Подлинный Китай сокрыт от внешнего мира

Очевидно, что сближению России и Китая поставлены труднопреодолимые пределы. Да, у России и Китая есть общие интересы и поле для сотрудничества в Центральной Азии и на Дальнем Востоке. В этом сотрудничестве больше заинтересован Китай, но последний умудряется решать свои исключительно острые проблемы с помощью других стран, в том числе России. Упомянутое сотрудничество, впрочем, не выходит за региональные рамки и не исключает соперничества, поскольку в нем нет явного лидера. Разговоры же о всестороннем союзе этих двух стран, да еще направленном против Запада, являются не более чем политической фантазией или, если они исходят от Запада, информационной провокацией, имеющей целью исключить малейшее поползновение к такому союзу. Достаточно указать на скромные размеры товарооборота между двумя соседями-гигантами, намного уступающие объему торговли каждой из этих стран с Америкой или тем же Евросоюзом. В России эта торговля касается в основном нескольких верхушечных корпораций и жителей приграничных территорий. Ни экономически, ни тем более политически Россия и Китай не зависят друг от друга.

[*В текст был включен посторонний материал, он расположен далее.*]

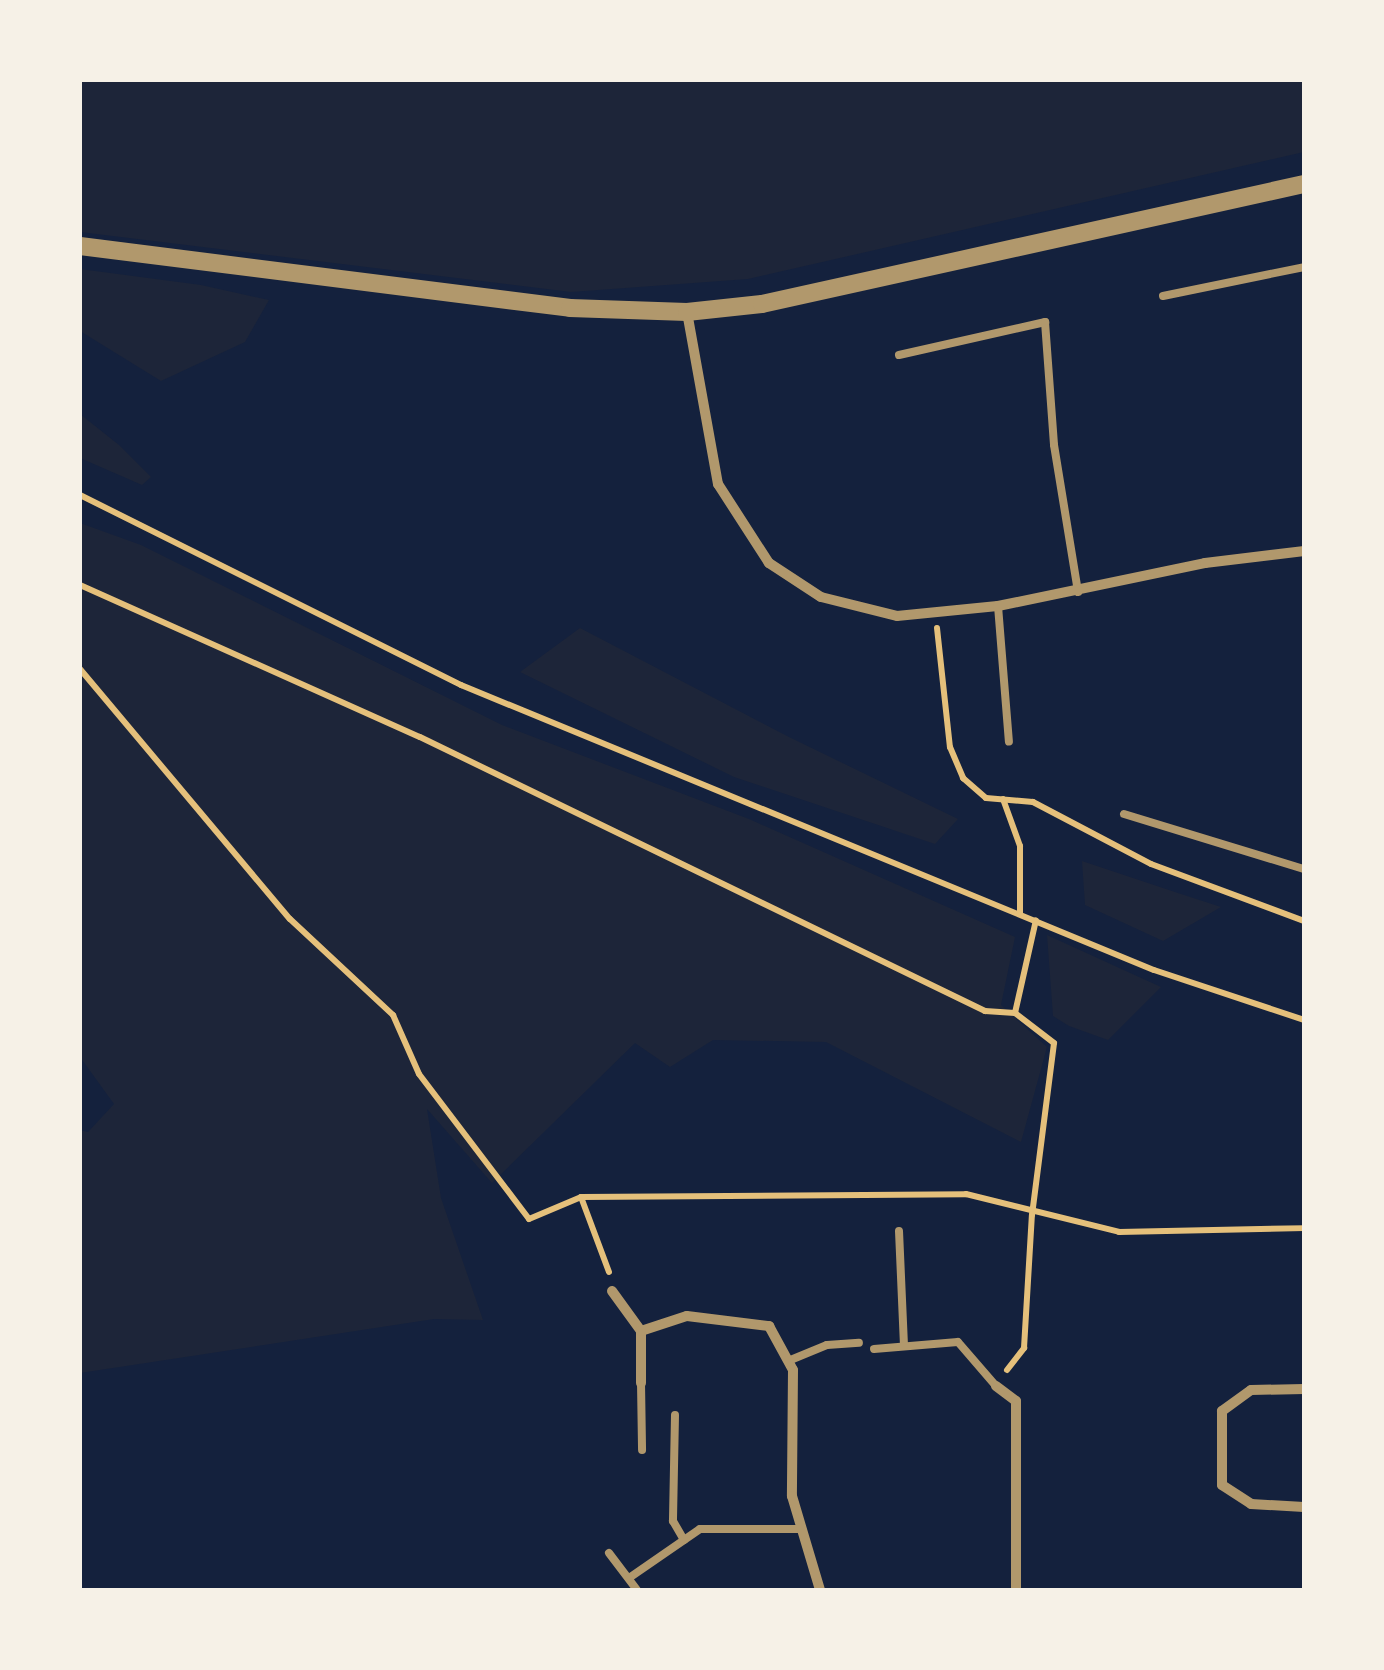 <!DOCTYPE html>
<style>
body{margin:0}
#map{position:relative;width:1384px;height:1670px;overflow:hidden;background:#14213d;font-family:"Space Grotesk",sans-serif}
div>[style]{position:absolute}
[style*='--x']{left:calc(var(--x)*1px);top:calc(var(--y)*1px);width:calc(var(--w)*1px);rotate:calc(var(--a)*1deg)}
.green>*{inset:0;background:#1d2539}
.path>*{height:6px;margin:-3px;padding:0 3px;transform-origin:3px;border-radius:3px;background:#e5c07b}
.service>*{height:8px;margin:-4px;padding:0 4px;transform-origin:4px;border-radius:4px;background:#b1986c}
.minor>*{height:10px;margin:-5px;padding:0 5px;transform-origin:5px;border-radius:5px;background:#b1986c}
.tertiary>*{height:18px;margin:-9px;padding:0 9px;transform-origin:9px;border-radius:9px;background:#b1986c}
span{translate:-50% -50%;white-space:nowrap;text-align:center;line-height:1.15;-webkit-text-stroke:10px #f6f1e7;paint-order:stroke}
.frame{position:absolute;inset:0;border:82px solid #f6f1e7;pointer-events:none}
</style>
<div id="map">
<div class="green">
<div style="clip-path:polygon(80px 80px,1304px 80px,1304px 152px,748px 279px,571px 292px,80px 232px)"></div>
<div style="clip-path:polygon(80px 269px,201px 285px,269px 300px,245px 342px,161px 381px,80px 331px)"></div>
<div style="clip-path:polygon(80px 414px,119px 445px,151px 477px,142px 485px,80px 458px)"></div>
<div style="clip-path:polygon(80px 523px,141px 545px,502px 725px,749px 819px,1015px 937px,1001px 1005px,1047px 1047px,1021px 1142px,826px 1042px,713px 1040px,670px 1067px,635px 1043px,492px 1183px,427px 1109px,441px 1198px,483px 1320px,434px 1319px,80px 1373px,80px 1130px,88px 1132px,114px 1104px,80px 1057px)"></div>
<div style="clip-path:polygon(580px 628px,789px 737px,958px 819px,935px 844px,734px 777px,520px 672px)"></div>
<div style="clip-path:polygon(1082px 861px,1175px 892px,1221px 907px,1163px 941px,1085px 905px)"></div>
<div style="clip-path:polygon(1047px 935px,1161px 987px,1108px 1040px,1069px 1026px,1053px 1016px)"></div>
</div>
<div class="path">
<div style="--x:80;--y:495;--w:426;--a:26.5"></div>
<div style="--x:461;--y:685;--w:749;--a:22.36"></div>
<div style="--x:1154;--y:970;--w:158;--a:18.4"></div>
<div style="--x:80;--y:585;--w:372;--a:24.1"></div>
<div style="--x:420;--y:737;--w:628;--a:25.87"></div>
<div style="--x:985;--y:1011;--w:30;--a:4"></div>
<div style="--x:1015;--y:1013;--w:95;--a:-77.3"></div>
<div style="--x:937;--y:628;--w:120;--a:83.8"></div>
<div style="--x:950;--y:747;--w:34;--a:67"></div>
<div style="--x:963;--y:778;--w:30;--a:41"></div>
<div style="--x:986;--y:798;--w:47;--a:4.9"></div>
<div style="--x:1033;--y:802;--w:133;--a:27.7"></div>
<div style="--x:1151;--y:864;--w:163;--a:20.4"></div>
<div style="--x:80;--y:669;--w:326;--a:50"></div>
<div style="--x:290;--y:919;--w:141;--a:43"></div>
<div style="--x:393;--y:1015;--w:64;--a:66.2"></div>
<div style="--x:419;--y:1074;--w:182;--a:52.8"></div>
<div style="--x:529;--y:1219;--w:56;--a:-22.9"></div>
<div style="--x:1003;--y:799;--w:50;--a:70.1"></div>
<div style="--x:1020;--y:846;--w:67;--a:90"></div>
<div style="--x:609;--y:1272;--w:80;--a:-110.5"></div>
<div style="--x:581;--y:1197;--w:385;--a:-0.4"></div>
<div style="--x:966;--y:1194;--w:158;--a:13.9"></div>
<div style="--x:1119;--y:1232;--w:185;--a:-1.2"></div>
<div style="--x:1007;--y:1370;--w:28;--a:-52"></div>
<div style="--x:1024;--y:1348;--w:133;--a:-86.6"></div>
<div style="--x:1032;--y:1215;--w:173;--a:-82.7"></div>
<div style="--x:1054;--y:1043;--w:49;--a:-142.4"></div>
</div>
<div class="service">
<div style="--x:1163;--y:296;--w:144;--a:-11.6"></div>
<div style="--x:899;--y:355;--w:150;--a:-12.7"></div>
<div style="--x:1045;--y:322;--w:123;--a:85.8"></div>
<div style="--x:1054;--y:445;--w:149;--a:80.7"></div>
<div style="--x:998;--y:606;--w:136;--a:85.4"></div>
<div style="--x:1124;--y:814;--w:188;--a:17"></div>
<div style="--x:899;--y:1231;--w:115;--a:87.5"></div>
<div style="--x:874;--y:1349;--w:84;--a:-4.8"></div>
<div style="--x:958;--y:1342;--w:58;--a:49.2"></div>
<div style="--x:788;--y:1361;--w:42;--a:-22.3"></div>
<div style="--x:827;--y:1345;--w:32;--a:-4"></div>
<div style="--x:641;--y:1383;--w:67;--a:89.1"></div>
<div style="--x:675;--y:1415;--w:106;--a:91.1"></div>
<div style="--x:673;--y:1521;--w:22;--a:60"></div>
<div style="--x:609;--y:1553;--w:46;--a:52.9"></div>
<div style="--x:629;--y:1578;--w:86;--a:-34.6"></div>
<div style="--x:700;--y:1529;--w:102;--a:0"></div>
</div>
<div class="minor">
<div style="--x:687;--y:312;--w:175;--a:79.8"></div>
<div style="--x:718;--y:484;--w:94;--a:57.2"></div>
<div style="--x:769;--y:563;--w:62;--a:33.2"></div>
<div style="--x:821;--y:597;--w:78;--a:14"></div>
<div style="--x:897;--y:616;--w:101;--a:-5.7"></div>
<div style="--x:998;--y:606;--w:211;--a:-11.7"></div>
<div style="--x:1205;--y:563;--w:100;--a:-6.9"></div>
<div style="--x:612;--y:1291;--w:49;--a:54.1"></div>
<div style="--x:641;--y:1331;--w:52;--a:90"></div>
<div style="--x:641;--y:1331;--w:48;--a:-18.1"></div>
<div style="--x:687;--y:1316;--w:83;--a:7"></div>
<div style="--x:769;--y:1326;--w:50;--a:61.4"></div>
<div style="--x:793;--y:1370;--w:126;--a:90.5"></div>
<div style="--x:792;--y:1496;--w:98;--a:73.4"></div>
<div style="--x:996;--y:1386;--w:25;--a:37"></div>
<div style="--x:1016;--y:1401;--w:189;--a:90"></div>
<div style="--x:1304;--y:1389;--w:53;--a:178.9"></div>
<div style="--x:1251;--y:1390;--w:36;--a:144"></div>
<div style="--x:1222;--y:1411;--w:74;--a:90"></div>
<div style="--x:1222;--y:1485;--w:35;--a:33"></div>
<div style="--x:1251;--y:1504;--w:53;--a:3.2"></div>
</div>
<div class="tertiary">
<div style="--x:80;--y:246;--w:494;--a:7.2"></div>
<div style="--x:570;--y:308;--w:117;--a:2"></div>
<div style="--x:687;--y:312;--w:75;--a:-6.1"></div>
<div style="--x:762;--y:304;--w:555;--a:-12.48"></div>
</div>
<div class="frame"></div>
</div>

Но дело не только и не столько в объемах торговли. Прежде чем говорить о возможности или невозможности сближения России и Китая, следовало бы хотя бы предварительно уяснить, с какого рода партнером мы имеем дело, каковы принципы его внешнеполитической стратегии, его миропонимания вообще. А здесь до сих пор есть много темного и загадочного. Да и в представлениях русских о Китае все еще есть немало наивного и иллюзорного. Русские обозреватели и даже специалисты то рвутся заключить китайцев в братские объятья, то кричат о китайской угрозе. Подобные метания – верный признак отсутствия в России не только четкой стратегии на китайском направлении, но и сколько-нибудь ясного понимания, как следует вести дела с Китаем. Это не случайно. Политика в Китае, в том числе внешняя, отличается немалым своеобразием, которое едва ли может быть опознано и тем более понято в оптике западной политической теории. Достаточно сказать, что китайской мысли чужды европейские оппозиции рационализма и эмпиризма, духа и материи, даже субъекта и объекта. Китайское понимание истины как дао (Пути) исходит из безмолвного, до-словного (игра слов здесь очень уместна) императива жизненного динамизма, ее «так-бытия», таковости вещей. Поэтому для китайцев власть всегда уже дана, за-дана мысли, и мудрость правителя состоит в том, чтобы осознать и оседлать этот момент предвосхищения всего сущего, подспудно задающий течение событий. Для китайцев власть не есть результат общественного договора или революционной чрезвычайщины, но, скорее, воплощает неотразимую силу предустановленной гармонии. Она не допускает дискуссий и дискурсов, но связывает людей безусловной, почти инстинктивной силой живой сообщительности душ. Как момент претворения бытия в его вечносущие типовые качества, она определяет общую тональность ситуации и организует мир согласно регистрам своей гармонии.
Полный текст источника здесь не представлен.